Whether you are starting with an existing lawn or have some grass established, seeding is always a process that takes time and patience. The mix of weed control and seed is a very fine balance which usually involves picking one or the other. This process can go a couple different ways depending on the time of year that this process is set to start, it can also take several years to get the results expected.

Spring Start

Starting the process off in spring can be tricky. Spring is the time of year that weeds are most prevalent and the best time to control them or prevent them. Pre-emergent needs to be down in the spring before the soil temperatures reach a consistent 55 degrees to help prevent crab grass from germinating. In the spring months, we highly recommend using weed control over doing the seeding. A full season of the lawn care program will get the weeds under control before planning a fall seeding. The more weeds that are under control, the easier the seed will germinate and grow.

Spring Start – Fall Seeding

After the fall seeding has been completed, it is crucial to follow the recommendations given on caring for the newly seeded lawn. The quicker the seed germinates and begins to grow; the better off the lawn will be the next year. In the following year, TurfGator recommends continuing the lawn care program beginning with the pre-emergent barrier during the early spring application. Without mature enough grass, this barrier cannot go down until the second lawn application which could allow more crabgrass to germinate than if this barrier had gone down during the first lawn application.

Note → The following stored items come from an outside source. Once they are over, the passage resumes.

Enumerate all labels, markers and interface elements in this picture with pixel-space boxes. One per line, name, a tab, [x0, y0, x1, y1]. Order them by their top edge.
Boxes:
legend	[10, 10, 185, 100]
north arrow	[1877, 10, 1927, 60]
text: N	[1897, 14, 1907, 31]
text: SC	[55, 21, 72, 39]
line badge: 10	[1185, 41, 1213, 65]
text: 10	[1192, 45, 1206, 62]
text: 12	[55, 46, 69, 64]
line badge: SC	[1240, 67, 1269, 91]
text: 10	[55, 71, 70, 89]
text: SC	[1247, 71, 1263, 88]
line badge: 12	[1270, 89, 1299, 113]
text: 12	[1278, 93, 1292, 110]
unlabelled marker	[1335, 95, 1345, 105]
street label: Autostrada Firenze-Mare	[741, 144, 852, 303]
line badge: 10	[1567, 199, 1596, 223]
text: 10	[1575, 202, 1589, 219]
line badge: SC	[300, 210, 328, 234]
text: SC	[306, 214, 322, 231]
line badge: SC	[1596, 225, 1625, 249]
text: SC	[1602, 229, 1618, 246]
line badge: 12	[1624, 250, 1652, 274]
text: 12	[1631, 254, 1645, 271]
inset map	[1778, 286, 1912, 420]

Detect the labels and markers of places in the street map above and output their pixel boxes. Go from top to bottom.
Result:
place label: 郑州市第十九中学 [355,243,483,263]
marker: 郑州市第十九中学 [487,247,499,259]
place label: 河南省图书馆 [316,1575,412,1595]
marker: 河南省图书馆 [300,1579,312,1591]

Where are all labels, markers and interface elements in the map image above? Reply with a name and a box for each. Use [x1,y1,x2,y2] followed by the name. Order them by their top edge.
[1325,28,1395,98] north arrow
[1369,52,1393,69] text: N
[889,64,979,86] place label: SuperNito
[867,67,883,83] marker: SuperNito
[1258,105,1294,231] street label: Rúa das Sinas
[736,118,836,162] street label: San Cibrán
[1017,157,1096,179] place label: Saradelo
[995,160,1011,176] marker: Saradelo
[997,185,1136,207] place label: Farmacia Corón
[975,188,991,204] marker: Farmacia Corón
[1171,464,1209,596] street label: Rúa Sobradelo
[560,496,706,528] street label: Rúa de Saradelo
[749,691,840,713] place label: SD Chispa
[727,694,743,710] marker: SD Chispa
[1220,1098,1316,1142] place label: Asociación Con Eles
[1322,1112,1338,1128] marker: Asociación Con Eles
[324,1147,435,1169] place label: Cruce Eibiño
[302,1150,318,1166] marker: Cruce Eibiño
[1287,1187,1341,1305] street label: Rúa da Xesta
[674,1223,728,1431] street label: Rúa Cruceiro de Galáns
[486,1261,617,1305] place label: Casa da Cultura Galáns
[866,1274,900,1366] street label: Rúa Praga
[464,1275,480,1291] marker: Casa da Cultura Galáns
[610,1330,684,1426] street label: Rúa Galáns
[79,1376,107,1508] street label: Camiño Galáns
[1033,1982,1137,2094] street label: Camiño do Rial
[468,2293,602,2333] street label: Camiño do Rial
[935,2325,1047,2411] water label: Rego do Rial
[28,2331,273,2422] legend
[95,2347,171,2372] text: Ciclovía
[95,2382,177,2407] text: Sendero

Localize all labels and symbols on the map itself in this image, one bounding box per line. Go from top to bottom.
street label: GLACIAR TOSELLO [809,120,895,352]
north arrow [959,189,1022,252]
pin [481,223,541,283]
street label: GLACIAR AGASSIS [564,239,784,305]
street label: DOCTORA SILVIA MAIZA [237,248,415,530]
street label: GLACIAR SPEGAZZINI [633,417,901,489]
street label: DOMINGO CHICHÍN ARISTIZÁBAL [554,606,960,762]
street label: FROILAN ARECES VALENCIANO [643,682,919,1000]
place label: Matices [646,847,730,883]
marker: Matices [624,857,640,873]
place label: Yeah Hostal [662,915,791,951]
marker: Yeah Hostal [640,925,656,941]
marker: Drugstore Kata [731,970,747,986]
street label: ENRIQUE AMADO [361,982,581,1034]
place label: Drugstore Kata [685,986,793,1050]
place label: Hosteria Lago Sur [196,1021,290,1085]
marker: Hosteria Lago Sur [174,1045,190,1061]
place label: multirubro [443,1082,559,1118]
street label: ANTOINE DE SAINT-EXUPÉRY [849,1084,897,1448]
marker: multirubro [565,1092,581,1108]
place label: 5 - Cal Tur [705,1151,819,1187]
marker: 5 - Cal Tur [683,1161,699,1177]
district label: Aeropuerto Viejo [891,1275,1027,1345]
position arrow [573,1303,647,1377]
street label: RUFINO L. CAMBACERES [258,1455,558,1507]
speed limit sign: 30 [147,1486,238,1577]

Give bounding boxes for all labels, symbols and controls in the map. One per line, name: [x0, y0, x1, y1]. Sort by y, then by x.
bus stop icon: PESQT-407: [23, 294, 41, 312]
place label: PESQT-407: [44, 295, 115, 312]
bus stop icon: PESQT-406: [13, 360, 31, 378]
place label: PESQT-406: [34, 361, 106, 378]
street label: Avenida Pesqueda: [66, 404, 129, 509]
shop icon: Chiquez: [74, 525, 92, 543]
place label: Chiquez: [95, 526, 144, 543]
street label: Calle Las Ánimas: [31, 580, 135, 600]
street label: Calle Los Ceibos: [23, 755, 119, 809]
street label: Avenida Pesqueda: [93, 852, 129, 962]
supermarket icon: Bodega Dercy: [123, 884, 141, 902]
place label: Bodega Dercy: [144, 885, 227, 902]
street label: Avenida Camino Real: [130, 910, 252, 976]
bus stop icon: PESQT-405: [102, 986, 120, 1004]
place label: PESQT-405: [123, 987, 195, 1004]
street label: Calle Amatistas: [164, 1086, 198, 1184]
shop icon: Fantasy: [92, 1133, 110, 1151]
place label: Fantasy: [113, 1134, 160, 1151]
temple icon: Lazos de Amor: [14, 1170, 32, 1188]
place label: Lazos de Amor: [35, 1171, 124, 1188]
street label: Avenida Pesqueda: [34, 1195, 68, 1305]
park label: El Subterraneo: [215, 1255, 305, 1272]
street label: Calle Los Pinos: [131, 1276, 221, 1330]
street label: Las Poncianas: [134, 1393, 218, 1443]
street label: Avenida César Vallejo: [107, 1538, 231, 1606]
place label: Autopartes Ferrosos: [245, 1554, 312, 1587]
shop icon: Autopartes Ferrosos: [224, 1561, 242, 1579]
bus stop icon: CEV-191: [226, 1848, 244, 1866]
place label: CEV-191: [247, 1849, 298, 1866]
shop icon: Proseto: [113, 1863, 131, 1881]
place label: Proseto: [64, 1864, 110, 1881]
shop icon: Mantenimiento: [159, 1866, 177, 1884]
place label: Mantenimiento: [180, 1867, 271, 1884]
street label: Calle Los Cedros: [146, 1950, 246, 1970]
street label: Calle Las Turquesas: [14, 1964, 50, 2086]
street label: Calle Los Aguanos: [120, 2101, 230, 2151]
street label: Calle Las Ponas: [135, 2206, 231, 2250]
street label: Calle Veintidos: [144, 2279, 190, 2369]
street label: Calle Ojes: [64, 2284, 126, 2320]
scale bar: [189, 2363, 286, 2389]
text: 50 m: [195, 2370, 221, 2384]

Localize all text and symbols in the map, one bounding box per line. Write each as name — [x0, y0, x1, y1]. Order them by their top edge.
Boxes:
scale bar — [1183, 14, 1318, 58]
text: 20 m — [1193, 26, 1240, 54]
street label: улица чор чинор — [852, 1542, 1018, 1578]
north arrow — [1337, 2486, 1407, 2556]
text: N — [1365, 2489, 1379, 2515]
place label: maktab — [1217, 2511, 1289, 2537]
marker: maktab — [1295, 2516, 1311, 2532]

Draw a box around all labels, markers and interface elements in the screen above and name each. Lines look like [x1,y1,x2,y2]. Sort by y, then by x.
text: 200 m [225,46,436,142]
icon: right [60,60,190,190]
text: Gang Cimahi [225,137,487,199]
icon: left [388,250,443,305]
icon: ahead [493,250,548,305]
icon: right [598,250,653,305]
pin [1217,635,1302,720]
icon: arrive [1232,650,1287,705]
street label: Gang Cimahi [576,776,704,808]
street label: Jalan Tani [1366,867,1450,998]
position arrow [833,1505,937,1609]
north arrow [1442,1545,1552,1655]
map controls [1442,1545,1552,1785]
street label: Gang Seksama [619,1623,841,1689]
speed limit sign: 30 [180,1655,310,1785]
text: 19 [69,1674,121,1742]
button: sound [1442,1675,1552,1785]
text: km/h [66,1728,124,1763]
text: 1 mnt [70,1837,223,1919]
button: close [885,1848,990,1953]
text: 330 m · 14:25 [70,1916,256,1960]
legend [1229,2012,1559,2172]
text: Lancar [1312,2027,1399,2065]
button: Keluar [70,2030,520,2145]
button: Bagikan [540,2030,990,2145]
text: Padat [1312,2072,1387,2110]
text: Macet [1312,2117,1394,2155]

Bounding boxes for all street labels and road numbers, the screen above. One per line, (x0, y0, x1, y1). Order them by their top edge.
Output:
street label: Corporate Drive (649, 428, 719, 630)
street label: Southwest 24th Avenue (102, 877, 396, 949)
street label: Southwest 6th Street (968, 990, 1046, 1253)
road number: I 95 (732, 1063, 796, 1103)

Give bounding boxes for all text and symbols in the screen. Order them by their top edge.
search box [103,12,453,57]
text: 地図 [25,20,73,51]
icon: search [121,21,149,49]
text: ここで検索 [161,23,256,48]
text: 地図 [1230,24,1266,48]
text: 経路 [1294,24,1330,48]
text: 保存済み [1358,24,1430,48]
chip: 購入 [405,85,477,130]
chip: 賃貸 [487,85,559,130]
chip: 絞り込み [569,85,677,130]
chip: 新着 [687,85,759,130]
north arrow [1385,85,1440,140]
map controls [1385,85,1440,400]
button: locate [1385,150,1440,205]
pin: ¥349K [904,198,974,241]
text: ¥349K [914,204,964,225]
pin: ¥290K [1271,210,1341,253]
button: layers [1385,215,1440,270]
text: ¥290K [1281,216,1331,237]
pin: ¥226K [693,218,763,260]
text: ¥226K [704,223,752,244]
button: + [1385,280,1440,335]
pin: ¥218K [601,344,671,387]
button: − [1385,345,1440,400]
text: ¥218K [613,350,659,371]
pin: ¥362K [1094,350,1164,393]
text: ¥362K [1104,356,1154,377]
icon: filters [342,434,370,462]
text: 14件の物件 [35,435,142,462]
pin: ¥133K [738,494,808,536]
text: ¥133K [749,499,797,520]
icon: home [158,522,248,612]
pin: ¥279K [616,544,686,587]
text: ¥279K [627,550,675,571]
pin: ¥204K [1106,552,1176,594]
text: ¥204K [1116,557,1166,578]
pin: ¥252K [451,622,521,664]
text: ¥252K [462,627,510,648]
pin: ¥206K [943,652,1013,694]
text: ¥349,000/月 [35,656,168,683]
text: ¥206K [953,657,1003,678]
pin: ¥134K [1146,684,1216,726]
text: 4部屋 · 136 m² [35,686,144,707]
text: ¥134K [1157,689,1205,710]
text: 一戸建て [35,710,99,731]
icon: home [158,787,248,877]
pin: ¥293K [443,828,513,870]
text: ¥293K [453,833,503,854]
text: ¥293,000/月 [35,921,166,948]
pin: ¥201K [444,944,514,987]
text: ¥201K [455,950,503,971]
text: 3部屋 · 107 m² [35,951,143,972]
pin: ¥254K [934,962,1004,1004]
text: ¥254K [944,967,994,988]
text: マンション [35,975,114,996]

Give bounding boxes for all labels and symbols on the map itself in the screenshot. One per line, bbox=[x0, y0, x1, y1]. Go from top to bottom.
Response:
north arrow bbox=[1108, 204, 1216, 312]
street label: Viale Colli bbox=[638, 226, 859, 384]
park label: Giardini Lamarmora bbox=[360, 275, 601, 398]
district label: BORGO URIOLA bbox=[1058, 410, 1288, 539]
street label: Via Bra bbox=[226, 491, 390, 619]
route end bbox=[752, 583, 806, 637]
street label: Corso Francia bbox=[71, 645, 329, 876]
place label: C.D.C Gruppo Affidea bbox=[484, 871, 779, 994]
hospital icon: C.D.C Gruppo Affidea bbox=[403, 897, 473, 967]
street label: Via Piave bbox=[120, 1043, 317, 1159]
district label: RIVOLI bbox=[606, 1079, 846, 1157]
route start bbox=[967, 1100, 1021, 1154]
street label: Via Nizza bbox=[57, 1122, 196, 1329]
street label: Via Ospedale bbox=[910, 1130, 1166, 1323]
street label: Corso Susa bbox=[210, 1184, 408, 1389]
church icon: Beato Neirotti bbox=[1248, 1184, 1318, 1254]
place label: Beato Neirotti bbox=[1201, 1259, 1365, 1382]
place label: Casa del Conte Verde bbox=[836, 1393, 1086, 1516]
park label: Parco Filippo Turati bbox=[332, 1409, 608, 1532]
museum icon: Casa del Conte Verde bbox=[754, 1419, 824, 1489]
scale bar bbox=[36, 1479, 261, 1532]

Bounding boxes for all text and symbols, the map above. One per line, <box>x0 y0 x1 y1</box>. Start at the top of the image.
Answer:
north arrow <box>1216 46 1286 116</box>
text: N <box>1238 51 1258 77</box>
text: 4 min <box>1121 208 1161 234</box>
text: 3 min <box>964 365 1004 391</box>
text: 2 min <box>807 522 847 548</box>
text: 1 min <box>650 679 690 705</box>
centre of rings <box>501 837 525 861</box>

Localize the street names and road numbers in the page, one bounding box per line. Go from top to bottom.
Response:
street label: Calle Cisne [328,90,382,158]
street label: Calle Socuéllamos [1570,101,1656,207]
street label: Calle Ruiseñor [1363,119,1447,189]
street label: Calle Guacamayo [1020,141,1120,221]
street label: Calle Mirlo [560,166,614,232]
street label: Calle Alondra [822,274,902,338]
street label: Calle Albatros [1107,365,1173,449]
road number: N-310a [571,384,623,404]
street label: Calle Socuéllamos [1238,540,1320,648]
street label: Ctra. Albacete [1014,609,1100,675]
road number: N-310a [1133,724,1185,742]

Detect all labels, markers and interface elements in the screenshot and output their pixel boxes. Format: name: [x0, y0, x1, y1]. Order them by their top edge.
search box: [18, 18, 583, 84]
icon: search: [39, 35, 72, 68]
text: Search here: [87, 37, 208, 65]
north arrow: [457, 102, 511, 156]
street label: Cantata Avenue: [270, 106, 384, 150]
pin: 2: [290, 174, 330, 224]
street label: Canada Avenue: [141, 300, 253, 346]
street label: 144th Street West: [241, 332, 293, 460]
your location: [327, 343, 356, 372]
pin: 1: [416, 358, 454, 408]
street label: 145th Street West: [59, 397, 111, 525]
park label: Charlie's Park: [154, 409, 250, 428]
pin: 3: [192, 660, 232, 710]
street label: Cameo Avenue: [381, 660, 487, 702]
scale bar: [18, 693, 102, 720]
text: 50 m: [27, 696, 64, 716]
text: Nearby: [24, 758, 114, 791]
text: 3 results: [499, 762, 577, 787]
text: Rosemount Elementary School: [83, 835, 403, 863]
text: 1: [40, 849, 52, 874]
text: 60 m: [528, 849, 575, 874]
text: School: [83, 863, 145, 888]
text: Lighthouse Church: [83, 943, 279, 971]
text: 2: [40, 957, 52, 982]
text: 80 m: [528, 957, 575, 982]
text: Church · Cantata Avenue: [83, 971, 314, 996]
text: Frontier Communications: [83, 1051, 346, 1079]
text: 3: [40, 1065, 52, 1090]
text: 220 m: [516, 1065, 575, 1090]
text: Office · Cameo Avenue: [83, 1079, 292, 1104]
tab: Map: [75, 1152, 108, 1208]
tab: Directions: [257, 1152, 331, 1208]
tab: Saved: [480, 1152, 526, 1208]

Spring Start – Spring Seeding

While spring is a good time to seed, be aware that there will be a struggle with weeds throughout the year. With a spring seeding, weeds cannot be controlled at all until early summer. Our commercial grade weed control products will interfere with the new grass seedlings, as well as prevent seed from germinating. Once the grass is mature enough, our post-emergent weed control sprays can be used to help get the weeds under control.

Fall Start

First of all, we recommend doing the fall aeration and overseeding in the current year. We are not concerned as much with the weeds lingering from the summer such as crabgrass, spurge, and nutsedge because they are about to stress out and die from cool fall temperatures. These weeds are annual weeds meaning that just because they grew there this year, does not mean they will automatically grow there next year.

Also, if your home is a new build, the compacted bare dirt is a breeding ground for these summer weeds. The fall weeds that are present or popping up will only last a little while before the winter temperatures stress them out too. Also, by putting an aerator on the lawn our technicians will be puncturing and tearing up the weeds, which will also stress them out and kill them. Any “skeletons” left from dead weeds should be left where they lay, as they will act as a natural straw blanket and help protect your seed and new seedlings.

Our technicians will leave you a care sheet on how to take care of your newly seeded lawn, we recommend following this sheet as closely as possible to get the best germination this year, rather than the seed germinating next year.

Fall Start – The Following Year

In the following year, the full 7-application lawn care program of fertilizer and weed control in will get the weeds more controlled throughout the year. For the first lawn application (March through early April) we will apply a pre-emergent barrier which helps prevent crabgrass and other grassy weeds from germinating. The sooner we can get this down the better; this is why it is so important to follow our seeding care sheet to get the grass to germinate this year, rather than next. If the grass is not mature enough at the 1 st application, we will need to wait until the second application (April through early June) to apply the pre-emergent or spray for any weeds. If the pre-emergent barrier is not down before crabgrass starts germinating, some may pop and grow within the lawn which is more difficult to treat rather than prevent.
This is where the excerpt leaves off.